(WHAT IS NEEDED) Provide only the number of lines in the data below that contain the string "Clamatería".
───── DATASET RECORDS ─────
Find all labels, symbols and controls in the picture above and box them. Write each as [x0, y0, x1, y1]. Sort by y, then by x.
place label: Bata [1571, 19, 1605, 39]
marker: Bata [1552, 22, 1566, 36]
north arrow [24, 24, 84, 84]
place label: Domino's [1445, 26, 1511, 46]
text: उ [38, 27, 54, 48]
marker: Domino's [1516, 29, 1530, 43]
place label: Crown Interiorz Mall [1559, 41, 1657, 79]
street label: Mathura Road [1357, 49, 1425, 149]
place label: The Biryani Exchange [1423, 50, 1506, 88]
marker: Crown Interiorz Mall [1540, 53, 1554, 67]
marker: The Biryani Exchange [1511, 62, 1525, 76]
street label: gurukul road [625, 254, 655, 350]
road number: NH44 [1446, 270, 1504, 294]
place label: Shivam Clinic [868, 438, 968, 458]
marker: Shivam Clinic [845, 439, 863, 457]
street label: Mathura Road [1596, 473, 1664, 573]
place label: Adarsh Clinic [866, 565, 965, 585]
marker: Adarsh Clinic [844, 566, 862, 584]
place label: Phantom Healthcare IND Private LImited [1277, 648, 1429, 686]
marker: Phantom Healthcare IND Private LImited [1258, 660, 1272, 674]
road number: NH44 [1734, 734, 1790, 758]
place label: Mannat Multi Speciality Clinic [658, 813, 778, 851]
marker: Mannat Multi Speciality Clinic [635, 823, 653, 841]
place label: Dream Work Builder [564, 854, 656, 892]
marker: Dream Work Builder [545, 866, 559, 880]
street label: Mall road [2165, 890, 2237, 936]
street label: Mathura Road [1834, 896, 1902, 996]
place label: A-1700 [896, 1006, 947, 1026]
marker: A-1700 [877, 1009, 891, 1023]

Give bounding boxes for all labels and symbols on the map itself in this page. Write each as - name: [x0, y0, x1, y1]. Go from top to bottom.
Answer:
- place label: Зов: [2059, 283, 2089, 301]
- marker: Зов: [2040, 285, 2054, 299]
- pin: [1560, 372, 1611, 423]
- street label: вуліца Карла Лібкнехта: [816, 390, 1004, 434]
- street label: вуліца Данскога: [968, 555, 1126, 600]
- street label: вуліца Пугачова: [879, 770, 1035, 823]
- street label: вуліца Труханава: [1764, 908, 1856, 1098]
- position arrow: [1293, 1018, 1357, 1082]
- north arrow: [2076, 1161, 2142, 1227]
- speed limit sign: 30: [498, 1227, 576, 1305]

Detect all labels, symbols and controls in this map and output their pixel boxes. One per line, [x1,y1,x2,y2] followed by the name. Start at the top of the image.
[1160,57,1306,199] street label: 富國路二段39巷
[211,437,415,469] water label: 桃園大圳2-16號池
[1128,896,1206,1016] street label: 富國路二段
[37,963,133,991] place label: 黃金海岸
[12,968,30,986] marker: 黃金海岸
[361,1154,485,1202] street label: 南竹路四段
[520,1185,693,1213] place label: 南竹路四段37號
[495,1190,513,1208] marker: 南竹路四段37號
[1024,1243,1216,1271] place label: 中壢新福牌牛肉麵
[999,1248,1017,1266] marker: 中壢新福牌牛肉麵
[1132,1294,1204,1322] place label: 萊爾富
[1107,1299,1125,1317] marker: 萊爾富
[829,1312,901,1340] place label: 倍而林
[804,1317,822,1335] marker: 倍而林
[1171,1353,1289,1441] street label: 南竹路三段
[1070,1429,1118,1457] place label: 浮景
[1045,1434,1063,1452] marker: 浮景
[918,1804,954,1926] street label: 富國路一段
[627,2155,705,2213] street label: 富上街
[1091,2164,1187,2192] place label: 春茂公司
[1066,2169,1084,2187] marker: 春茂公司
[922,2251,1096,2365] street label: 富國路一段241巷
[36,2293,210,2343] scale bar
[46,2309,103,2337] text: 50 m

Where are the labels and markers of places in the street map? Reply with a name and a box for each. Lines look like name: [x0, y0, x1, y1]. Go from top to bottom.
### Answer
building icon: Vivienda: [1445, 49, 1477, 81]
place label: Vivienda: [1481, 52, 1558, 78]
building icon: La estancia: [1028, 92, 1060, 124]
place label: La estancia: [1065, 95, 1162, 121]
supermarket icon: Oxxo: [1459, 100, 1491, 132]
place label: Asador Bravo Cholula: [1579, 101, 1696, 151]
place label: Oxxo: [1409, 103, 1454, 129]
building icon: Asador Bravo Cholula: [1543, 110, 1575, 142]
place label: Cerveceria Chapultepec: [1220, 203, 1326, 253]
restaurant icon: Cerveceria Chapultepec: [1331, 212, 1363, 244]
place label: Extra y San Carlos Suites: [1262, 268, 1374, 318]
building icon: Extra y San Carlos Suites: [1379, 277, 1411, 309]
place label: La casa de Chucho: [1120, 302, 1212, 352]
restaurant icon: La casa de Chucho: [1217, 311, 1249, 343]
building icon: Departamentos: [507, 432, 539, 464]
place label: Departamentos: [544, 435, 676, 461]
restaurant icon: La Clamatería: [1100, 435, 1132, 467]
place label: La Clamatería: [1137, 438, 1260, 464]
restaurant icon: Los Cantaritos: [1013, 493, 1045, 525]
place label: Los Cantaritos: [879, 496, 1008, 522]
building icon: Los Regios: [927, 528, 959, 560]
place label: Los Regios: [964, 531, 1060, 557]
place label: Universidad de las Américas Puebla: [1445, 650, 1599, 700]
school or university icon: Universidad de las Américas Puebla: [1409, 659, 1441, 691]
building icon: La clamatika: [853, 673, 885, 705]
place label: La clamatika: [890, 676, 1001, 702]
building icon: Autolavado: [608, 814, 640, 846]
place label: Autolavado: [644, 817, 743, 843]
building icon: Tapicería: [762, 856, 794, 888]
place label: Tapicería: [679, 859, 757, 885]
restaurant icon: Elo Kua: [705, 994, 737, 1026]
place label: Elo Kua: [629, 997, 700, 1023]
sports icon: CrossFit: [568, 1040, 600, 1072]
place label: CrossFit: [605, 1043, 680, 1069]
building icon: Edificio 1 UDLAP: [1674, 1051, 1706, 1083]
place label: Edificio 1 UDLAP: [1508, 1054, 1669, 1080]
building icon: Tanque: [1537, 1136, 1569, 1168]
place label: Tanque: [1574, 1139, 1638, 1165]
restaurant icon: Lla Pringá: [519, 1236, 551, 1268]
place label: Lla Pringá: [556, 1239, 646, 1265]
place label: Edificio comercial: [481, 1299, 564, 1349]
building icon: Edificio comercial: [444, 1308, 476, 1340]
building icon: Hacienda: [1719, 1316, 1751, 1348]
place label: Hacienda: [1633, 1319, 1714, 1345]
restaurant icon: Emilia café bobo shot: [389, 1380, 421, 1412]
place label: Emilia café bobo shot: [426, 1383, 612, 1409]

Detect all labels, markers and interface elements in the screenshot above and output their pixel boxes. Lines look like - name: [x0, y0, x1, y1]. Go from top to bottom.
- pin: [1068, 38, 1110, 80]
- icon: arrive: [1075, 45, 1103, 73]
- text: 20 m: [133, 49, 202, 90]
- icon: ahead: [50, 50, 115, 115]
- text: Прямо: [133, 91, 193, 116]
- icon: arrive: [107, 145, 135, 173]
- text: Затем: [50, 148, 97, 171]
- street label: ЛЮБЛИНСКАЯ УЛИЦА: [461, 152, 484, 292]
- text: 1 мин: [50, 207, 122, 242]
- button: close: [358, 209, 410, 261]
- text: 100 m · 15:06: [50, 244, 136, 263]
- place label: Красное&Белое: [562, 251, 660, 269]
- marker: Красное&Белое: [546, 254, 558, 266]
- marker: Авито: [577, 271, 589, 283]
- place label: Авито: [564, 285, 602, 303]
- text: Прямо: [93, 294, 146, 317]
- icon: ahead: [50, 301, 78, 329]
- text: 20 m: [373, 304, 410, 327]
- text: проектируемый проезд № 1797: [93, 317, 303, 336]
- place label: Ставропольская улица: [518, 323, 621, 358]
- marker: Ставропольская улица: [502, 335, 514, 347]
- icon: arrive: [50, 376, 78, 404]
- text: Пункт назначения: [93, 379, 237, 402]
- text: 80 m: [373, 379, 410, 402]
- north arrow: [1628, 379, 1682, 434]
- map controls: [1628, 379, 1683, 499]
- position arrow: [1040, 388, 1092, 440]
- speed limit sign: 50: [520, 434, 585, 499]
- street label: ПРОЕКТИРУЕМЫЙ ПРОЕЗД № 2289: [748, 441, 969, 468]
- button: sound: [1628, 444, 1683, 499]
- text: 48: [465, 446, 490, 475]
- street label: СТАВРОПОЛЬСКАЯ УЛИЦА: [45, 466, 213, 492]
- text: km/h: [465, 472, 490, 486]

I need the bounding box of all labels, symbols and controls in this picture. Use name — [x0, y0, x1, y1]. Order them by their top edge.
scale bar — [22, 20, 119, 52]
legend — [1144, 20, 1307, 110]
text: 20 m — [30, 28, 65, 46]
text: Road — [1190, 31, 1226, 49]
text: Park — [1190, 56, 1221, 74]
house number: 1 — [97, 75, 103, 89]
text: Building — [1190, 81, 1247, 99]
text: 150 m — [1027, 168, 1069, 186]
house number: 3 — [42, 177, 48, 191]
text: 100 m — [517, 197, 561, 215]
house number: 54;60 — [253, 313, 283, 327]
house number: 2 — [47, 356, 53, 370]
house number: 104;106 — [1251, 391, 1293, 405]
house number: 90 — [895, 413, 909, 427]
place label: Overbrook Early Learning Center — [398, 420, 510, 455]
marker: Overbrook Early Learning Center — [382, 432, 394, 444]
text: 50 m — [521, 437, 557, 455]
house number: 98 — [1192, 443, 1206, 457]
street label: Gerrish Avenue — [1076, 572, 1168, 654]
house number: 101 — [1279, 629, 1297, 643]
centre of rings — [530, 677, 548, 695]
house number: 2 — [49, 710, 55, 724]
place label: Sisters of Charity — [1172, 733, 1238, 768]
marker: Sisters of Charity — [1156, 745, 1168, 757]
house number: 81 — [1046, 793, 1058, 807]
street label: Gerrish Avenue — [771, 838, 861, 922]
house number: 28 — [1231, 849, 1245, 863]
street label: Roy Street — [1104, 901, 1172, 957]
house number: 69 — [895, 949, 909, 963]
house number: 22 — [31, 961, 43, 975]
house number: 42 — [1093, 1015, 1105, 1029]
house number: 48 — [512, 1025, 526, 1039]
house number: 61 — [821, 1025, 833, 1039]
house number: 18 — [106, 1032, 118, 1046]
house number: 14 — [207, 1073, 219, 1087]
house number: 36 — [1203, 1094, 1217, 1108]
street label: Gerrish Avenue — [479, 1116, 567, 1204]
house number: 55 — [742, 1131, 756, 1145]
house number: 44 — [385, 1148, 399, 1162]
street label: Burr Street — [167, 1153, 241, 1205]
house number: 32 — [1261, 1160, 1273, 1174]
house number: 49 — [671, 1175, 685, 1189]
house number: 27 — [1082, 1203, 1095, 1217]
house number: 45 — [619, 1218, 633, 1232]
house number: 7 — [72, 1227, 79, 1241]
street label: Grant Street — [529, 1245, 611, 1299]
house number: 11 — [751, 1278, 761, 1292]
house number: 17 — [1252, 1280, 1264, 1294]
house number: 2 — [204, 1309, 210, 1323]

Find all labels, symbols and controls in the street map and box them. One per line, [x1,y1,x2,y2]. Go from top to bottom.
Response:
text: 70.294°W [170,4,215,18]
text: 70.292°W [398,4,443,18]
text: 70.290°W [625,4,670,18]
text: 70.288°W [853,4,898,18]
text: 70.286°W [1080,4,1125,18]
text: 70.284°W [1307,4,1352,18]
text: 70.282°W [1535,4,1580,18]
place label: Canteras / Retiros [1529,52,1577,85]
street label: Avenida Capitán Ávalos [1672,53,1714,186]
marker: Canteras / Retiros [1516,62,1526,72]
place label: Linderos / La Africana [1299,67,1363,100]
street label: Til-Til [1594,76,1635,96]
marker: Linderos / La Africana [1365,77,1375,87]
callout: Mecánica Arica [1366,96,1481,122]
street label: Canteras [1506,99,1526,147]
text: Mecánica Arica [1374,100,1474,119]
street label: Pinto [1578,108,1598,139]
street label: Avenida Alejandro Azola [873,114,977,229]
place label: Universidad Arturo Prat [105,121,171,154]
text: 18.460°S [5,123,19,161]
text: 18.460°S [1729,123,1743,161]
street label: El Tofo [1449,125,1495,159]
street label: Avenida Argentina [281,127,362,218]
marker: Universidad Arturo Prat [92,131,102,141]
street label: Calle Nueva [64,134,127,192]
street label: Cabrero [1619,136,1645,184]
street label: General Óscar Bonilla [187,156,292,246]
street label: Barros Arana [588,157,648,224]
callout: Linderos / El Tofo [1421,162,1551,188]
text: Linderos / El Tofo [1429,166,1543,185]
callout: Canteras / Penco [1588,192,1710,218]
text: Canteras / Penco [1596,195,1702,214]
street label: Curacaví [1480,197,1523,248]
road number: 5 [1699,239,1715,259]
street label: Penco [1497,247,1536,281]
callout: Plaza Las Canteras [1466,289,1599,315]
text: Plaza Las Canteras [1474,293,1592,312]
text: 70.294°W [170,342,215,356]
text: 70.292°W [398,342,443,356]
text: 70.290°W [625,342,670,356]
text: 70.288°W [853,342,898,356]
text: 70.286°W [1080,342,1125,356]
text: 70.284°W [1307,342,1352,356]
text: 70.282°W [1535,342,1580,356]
─────
(TASK SOLUTION) 2